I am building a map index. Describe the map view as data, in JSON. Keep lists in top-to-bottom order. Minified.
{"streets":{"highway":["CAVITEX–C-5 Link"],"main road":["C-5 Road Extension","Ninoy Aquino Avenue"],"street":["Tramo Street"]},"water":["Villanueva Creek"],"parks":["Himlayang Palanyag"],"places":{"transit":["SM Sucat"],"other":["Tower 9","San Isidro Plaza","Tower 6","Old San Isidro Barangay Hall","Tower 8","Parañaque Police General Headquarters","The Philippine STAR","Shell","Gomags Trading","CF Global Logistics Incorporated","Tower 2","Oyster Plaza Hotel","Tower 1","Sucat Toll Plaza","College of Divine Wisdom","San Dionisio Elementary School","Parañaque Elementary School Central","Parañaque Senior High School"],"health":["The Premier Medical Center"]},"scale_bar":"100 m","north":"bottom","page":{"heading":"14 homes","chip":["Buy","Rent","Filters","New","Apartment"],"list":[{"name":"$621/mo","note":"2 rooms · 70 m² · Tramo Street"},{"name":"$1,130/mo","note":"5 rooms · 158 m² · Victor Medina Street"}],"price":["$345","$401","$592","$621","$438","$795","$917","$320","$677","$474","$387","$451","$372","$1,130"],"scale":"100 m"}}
--- --- ---
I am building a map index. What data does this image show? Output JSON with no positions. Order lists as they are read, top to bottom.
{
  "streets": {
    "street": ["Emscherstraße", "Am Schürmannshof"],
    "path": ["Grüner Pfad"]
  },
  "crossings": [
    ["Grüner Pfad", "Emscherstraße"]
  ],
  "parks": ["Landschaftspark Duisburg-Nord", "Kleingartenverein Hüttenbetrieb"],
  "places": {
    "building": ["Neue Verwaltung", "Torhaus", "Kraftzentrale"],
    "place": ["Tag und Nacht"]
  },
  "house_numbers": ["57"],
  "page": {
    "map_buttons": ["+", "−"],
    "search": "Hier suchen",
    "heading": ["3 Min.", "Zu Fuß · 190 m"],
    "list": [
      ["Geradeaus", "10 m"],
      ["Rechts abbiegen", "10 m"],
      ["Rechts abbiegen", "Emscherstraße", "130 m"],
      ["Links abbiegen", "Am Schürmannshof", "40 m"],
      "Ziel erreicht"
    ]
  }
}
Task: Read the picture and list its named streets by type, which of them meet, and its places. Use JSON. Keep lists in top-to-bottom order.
--- --- ---
◆ WHAT IS BEING ASKED
The required answer is the run of lines above, starting at the line with "I am building a map index. What" and ending at the line with "Task: Read the", reproduced exactly with both ends.

◆ TASK RESPONSE
I am building a map index. What data does this image show? Output JSON with no positions. Order lists as they are read, top to bottom.
{
  "streets": {
    "street": ["Emscherstraße", "Am Schürmannshof"],
    "path": ["Grüner Pfad"]
  },
  "crossings": [
    ["Grüner Pfad", "Emscherstraße"]
  ],
  "parks": ["Landschaftspark Duisburg-Nord", "Kleingartenverein Hüttenbetrieb"],
  "places": {
    "building": ["Neue Verwaltung", "Torhaus", "Kraftzentrale"],
    "place": ["Tag und Nacht"]
  },
  "house_numbers": ["57"],
  "page": {
    "map_buttons": ["+", "−"],
    "search": "Hier suchen",
    "heading": ["3 Min.", "Zu Fuß · 190 m"],
    "list": [
      ["Geradeaus", "10 m"],
      ["Rechts abbiegen", "10 m"],
      ["Rechts abbiegen", "Emscherstraße", "130 m"],
      ["Links abbiegen", "Am Schürmannshof", "40 m"],
      "Ziel erreicht"
    ]
  }
}
Task: Read the picture and list its named streets by type, which of them meet, and its places. Use JSON. Keep lists in top-to-bottom order.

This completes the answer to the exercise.